For these reasons, we focus here on approaches based on more traditional RGB and depth sensors. Although there is a large number of works in the computer vision field, the constraints and limitations of robotics setting make it difficult to directly employ methods successfully applied to other domains. Robots are in general equipped with relatively low-resolution cameras, in order not to overload their network, while standard computer vision approaches may rely on high-resolution images. Moreover, interactive robots require a fast processing to support interaction: a perfect classification performance becomes useless if it is achieved not rapidly enough to enable appropriate robot reaction. In this respect, the speed-precision trade-off in HRI is often unbalanced toward speed, as a rapid, yet not precise estimation still allows the robot to continue the collaboration, while adjustment of the initial guess may always be achieved exploiting the evolution of the interaction itself.
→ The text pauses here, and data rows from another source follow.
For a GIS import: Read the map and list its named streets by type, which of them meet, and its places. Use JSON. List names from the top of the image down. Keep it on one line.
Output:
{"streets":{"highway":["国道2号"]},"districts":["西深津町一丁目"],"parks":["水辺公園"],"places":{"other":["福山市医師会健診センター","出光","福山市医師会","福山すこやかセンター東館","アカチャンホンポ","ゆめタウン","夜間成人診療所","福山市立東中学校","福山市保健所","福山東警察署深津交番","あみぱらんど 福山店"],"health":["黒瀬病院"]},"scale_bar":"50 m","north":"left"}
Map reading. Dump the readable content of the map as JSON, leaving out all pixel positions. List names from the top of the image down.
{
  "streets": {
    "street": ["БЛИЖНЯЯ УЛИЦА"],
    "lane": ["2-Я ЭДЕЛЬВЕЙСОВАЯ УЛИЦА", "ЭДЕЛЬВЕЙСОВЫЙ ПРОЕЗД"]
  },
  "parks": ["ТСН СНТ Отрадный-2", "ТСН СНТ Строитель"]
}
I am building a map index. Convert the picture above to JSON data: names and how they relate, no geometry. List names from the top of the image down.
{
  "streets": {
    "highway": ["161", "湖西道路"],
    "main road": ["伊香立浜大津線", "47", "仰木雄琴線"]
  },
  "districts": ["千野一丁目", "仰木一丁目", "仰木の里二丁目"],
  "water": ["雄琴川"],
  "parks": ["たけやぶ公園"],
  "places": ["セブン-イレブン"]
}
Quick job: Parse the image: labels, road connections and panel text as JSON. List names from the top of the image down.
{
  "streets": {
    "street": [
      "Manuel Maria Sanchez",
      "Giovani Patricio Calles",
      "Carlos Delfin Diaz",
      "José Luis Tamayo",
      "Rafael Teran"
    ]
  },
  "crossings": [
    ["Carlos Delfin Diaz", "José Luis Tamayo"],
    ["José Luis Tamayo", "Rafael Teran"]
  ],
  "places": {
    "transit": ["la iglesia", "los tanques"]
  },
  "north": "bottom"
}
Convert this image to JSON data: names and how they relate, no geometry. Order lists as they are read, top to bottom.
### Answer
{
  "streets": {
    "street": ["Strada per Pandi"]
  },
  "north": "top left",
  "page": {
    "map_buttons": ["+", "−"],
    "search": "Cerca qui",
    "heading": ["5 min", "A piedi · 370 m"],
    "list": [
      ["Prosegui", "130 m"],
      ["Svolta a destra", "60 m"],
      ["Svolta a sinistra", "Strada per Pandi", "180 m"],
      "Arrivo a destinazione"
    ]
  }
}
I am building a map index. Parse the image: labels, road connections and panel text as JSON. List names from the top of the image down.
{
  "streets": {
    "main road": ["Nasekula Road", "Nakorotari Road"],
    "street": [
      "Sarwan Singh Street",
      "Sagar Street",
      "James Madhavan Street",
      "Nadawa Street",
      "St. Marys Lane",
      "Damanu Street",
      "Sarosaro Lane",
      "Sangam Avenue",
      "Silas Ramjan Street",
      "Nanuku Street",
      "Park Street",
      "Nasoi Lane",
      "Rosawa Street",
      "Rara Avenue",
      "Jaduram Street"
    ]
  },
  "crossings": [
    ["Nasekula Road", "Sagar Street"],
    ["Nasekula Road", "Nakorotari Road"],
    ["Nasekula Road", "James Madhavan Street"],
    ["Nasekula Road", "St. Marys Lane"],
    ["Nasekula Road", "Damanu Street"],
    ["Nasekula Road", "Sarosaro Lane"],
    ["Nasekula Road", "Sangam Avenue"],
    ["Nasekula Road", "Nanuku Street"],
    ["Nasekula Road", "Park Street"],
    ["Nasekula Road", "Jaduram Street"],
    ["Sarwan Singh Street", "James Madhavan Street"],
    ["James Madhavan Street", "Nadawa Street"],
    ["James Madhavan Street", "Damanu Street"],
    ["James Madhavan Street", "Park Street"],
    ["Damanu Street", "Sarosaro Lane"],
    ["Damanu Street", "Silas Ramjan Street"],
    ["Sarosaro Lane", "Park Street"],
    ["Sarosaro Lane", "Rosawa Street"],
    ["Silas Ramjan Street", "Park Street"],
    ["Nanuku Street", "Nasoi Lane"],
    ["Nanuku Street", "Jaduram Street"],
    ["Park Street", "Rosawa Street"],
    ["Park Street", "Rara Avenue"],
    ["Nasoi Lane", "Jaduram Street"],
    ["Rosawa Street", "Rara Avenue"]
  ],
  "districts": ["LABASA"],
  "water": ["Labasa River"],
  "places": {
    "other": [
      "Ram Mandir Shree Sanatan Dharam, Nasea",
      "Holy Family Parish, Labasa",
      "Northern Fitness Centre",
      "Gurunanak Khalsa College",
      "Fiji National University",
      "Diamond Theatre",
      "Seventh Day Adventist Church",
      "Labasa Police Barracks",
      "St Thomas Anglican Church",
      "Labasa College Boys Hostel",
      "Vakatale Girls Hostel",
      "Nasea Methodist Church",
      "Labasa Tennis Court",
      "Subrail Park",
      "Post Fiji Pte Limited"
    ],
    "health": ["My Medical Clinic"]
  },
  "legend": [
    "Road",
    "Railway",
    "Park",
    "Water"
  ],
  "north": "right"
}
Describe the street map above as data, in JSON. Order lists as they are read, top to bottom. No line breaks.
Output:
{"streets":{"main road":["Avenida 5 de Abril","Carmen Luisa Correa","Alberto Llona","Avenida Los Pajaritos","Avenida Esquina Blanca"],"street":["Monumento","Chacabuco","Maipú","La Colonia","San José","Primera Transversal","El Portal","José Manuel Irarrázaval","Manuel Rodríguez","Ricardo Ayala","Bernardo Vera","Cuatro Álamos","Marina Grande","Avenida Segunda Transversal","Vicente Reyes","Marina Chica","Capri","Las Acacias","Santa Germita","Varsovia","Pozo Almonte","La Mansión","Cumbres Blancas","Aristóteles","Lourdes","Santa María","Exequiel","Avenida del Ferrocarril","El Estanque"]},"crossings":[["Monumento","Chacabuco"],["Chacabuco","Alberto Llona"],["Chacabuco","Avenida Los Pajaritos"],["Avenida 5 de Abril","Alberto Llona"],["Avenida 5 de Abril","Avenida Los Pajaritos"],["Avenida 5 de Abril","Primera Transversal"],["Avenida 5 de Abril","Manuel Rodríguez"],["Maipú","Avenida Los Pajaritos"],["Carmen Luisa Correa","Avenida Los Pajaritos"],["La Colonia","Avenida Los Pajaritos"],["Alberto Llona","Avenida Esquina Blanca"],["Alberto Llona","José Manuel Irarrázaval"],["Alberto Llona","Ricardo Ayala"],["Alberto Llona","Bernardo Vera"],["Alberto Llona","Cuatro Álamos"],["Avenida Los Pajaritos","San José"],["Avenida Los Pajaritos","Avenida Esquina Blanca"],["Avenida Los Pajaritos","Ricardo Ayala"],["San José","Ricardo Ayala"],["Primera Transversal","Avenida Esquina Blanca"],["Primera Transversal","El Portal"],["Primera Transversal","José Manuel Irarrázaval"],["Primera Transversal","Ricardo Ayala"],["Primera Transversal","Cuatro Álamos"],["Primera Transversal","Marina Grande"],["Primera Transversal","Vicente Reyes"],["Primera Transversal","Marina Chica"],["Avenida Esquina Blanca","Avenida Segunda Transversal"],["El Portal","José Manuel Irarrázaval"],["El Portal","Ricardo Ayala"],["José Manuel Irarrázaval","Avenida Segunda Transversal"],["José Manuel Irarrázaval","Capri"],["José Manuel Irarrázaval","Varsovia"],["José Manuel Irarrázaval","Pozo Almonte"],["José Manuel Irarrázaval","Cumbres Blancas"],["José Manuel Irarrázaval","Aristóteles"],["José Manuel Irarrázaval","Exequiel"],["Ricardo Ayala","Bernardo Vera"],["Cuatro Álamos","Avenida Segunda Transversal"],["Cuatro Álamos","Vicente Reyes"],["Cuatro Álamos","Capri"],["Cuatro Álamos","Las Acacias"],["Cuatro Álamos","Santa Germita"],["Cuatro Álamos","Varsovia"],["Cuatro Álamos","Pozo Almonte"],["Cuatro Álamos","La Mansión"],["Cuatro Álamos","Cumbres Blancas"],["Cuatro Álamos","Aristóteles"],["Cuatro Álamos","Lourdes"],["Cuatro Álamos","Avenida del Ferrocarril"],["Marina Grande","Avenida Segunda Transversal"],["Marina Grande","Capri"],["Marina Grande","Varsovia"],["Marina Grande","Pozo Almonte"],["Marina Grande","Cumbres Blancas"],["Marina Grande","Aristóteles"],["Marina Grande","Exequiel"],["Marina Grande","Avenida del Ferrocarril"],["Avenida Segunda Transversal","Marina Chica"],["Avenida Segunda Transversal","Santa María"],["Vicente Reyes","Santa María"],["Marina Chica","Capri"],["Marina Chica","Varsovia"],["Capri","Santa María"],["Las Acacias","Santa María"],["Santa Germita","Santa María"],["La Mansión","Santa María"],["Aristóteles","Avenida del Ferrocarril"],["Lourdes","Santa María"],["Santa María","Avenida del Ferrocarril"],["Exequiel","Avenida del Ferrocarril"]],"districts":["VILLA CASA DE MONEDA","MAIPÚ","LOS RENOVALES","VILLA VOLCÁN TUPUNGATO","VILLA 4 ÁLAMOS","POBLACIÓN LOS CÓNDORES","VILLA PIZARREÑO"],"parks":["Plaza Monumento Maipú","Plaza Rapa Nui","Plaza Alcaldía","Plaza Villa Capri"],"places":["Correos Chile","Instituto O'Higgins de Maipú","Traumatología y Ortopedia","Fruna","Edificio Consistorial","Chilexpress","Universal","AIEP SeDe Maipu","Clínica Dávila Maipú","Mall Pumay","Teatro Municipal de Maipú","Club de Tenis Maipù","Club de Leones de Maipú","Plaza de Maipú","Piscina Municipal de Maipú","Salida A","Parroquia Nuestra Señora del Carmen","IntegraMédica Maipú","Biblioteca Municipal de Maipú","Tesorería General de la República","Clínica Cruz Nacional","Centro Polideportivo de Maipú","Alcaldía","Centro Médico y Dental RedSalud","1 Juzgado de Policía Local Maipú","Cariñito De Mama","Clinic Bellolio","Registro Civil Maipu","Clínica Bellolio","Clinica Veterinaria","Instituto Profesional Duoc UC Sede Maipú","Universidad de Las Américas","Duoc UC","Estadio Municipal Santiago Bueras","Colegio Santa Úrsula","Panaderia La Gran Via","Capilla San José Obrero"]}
With these constraints in mind, we cite here examples of use of RGBD sensors (Sung et al., 2012; Koppula et al., 2013) promoted in recent years by the widespread availability of low-cost, highly portable sensors. This approach provides a richer information on the body structure, helping the understanding of the performed activity, but to the price of low success when the visibility of the partner is limited and it is not possible to match the 3D input with the human skeleton.

More related to our work is a third category of approaches, based on the analysis of 2D video signals acquired with the robot cameras (Dillmann, 2004; Weinland et al., 2011).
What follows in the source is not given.